مقالات پذیرفته شده در هشتمین کنگره بین المللی زیست پزشکی
effect of antibody-drug conjugates in breast cancer treatment
effect of antibody-drug conjugates in breast cancer treatment
Artemis Azad Ara,1,*
1. Department of Biology, Faculty of Basic Sciences, Mashhad Branch, Islamic Azad University, Mashhad, Iran
Introduction: Breast cancer (BC) continues to be an incurable condition and represents a significant contributor to cancer-related mortality among women globally. In addition to endocrine and targeted therapies, chemotherapy is frequently utilized as a treatment modality for this malignancy.
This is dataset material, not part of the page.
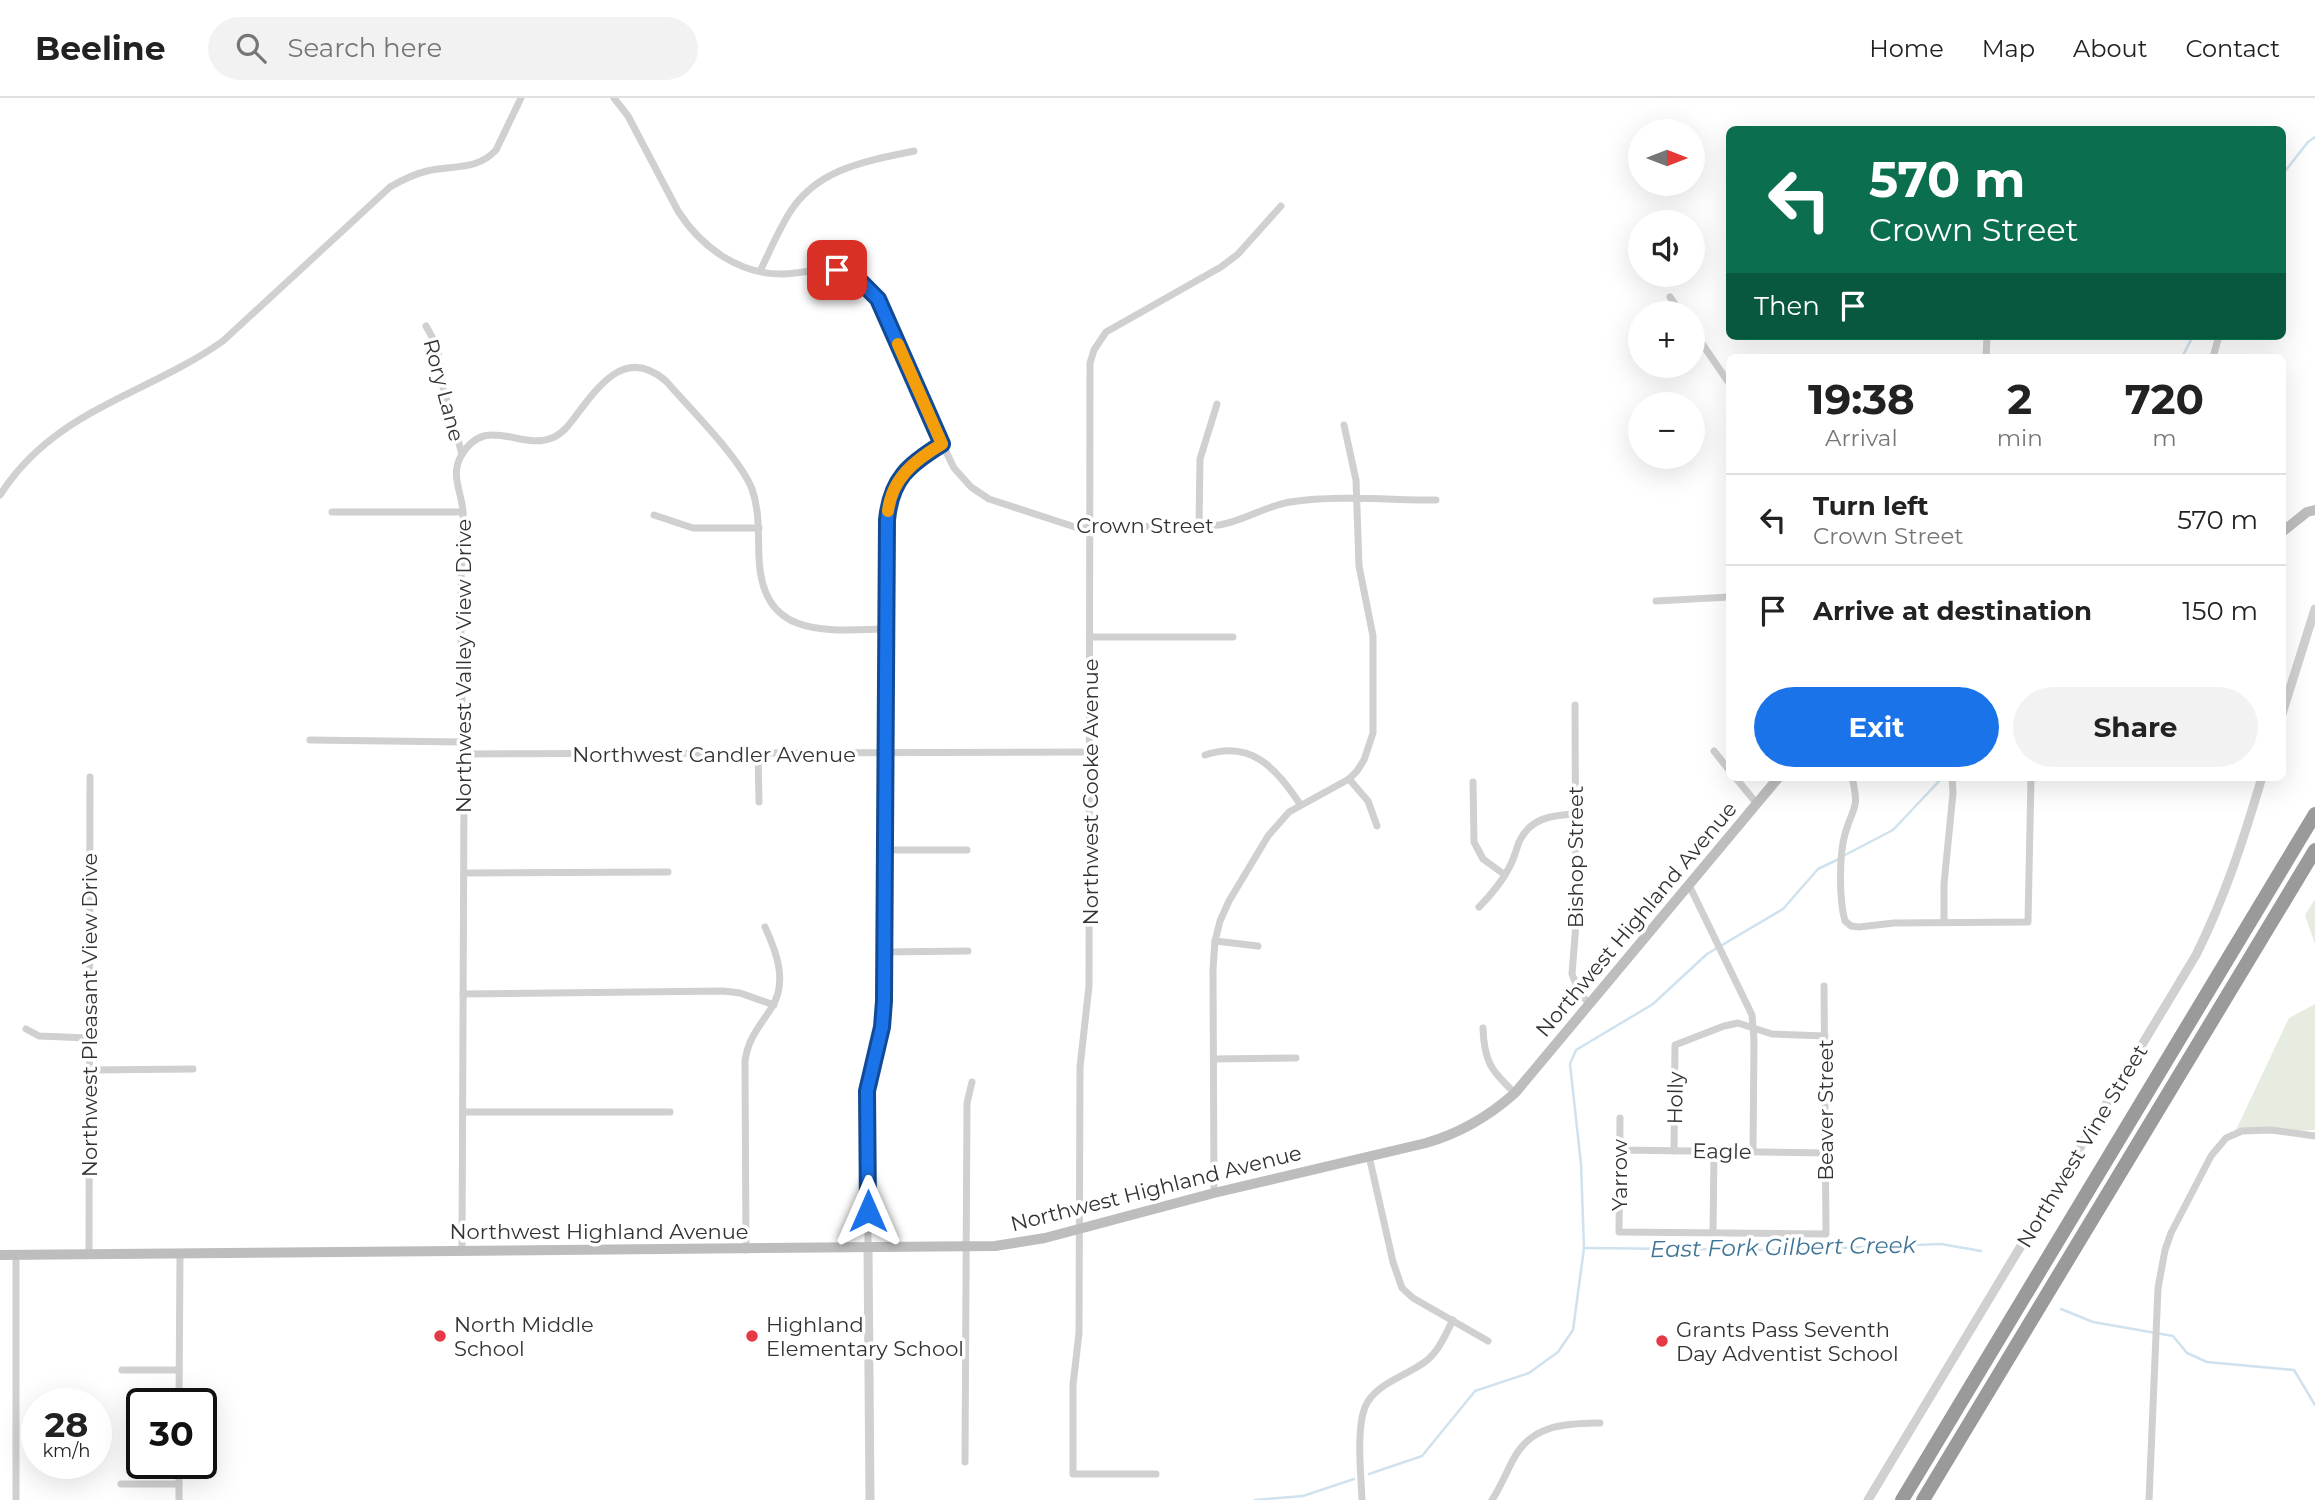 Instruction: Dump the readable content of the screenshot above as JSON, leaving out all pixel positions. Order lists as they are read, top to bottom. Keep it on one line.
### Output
{"streets":{"main road":["Northwest Highland Avenue"],"street":["Rory Lane","Crown Street","Northwest Valley View Drive","Northwest Candler Avenue","Northwest Cooke Avenue","Bishop Street","Northwest Pleasant View Drive","Holly","Beaver Street","Northwest Vine Street","Eagle","Yarrow"]},"crossings":[["Rory Lane","Northwest Valley View Drive"],["Crown Street","Northwest Cooke Avenue"],["Northwest Valley View Drive","Northwest Candler Avenue"],["Northwest Valley View Drive","Northwest Highland Avenue"],["Northwest Candler Avenue","Northwest Cooke Avenue"],["Northwest Cooke Avenue","Northwest Highland Avenue"],["Bishop Street","Northwest Highland Avenue"],["Northwest Highland Avenue","Northwest Pleasant View Drive"],["Holly","Eagle"],["Beaver Street","Eagle"],["Beaver Street","Yarrow"],["Eagle","Yarrow"]],"water":["East Fork Gilbert Creek"],"places":["North Middle School","Highland Elementary School","Grants Pass Seventh Day Adventist School"],"north":"right","page":{"header":"Beeline","search":"Search here","nav":["Home","Map","About","Contact"],"map_buttons":["+","−"],"turn":["570 m","Crown Street"],"then":"Then","eta":["19:38","Arrival","2","min","720","m"],"list":[{"name":"Turn left","note":"Crown Street","value":"570 m"},{"name":"Arrive at destination","value":"150 m"}],"buttons":["Exit","Share"],"speed":"28 km/h","limit":"30"}} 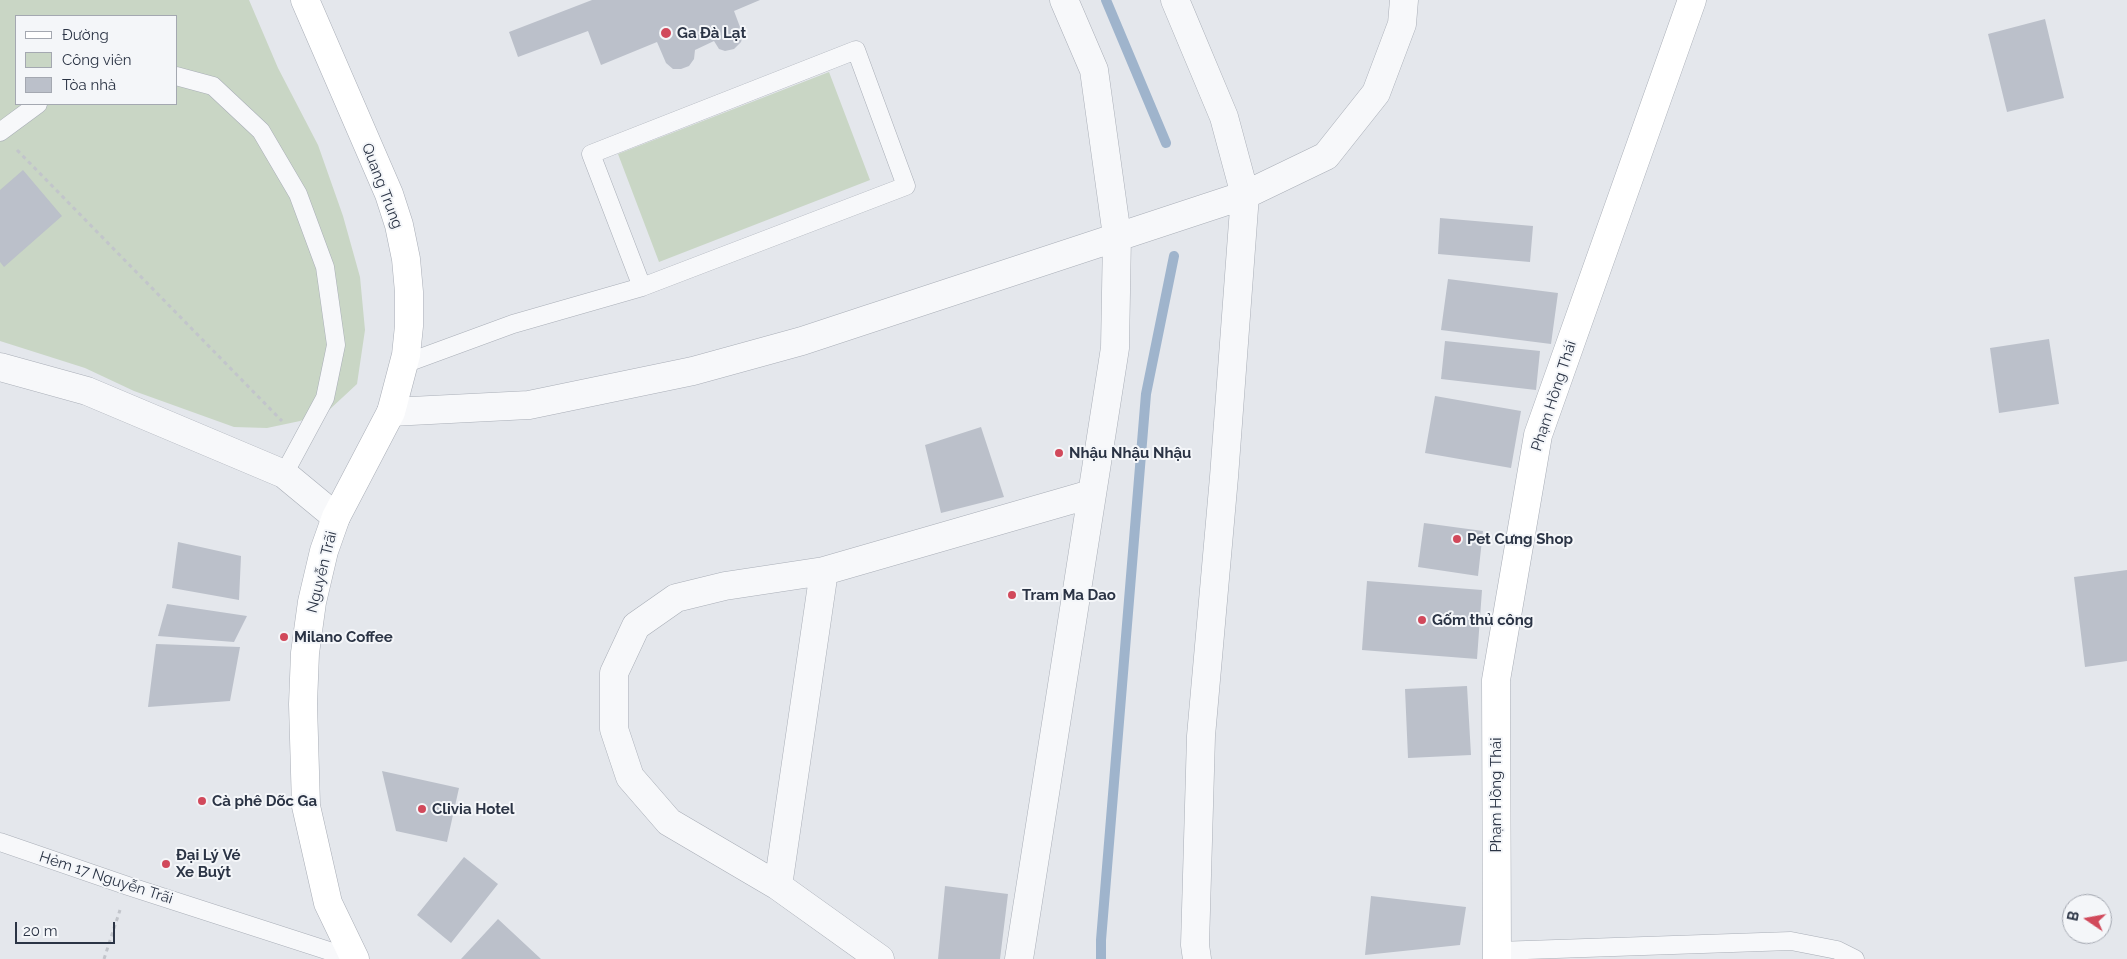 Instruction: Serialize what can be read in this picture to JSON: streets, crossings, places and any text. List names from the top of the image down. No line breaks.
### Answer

Recently, a novel class of anticancer agents known as antibody-drug conjugates (ADCs) has emerged, enabling the targeted delivery of chemotherapeutic agents to solid tumors. ADCs are composed of three fundamental elements: an antibody that specifically binds to a target antigen, a cytotoxic payload, and a linker that connects the antibody to the payload. Trastuzumab emtansine (T-DM1) was the inaugural ADC to receive approval for use in breast cancer. Subsequently, two additional ADCs, trastuzumab deruxtecan (T-DXd) and sacituzumab govitecan (SG) have also obtained regulatory approval for breast cancer treatment. Both T-DXd and SG have exhibited bystander effects and remarkable tumor control in this context. Clinical trials indicate that T-DM1, T-DXd, and SG can be effective in the management of breast cancer; however, they may encounter certain challenges in their application.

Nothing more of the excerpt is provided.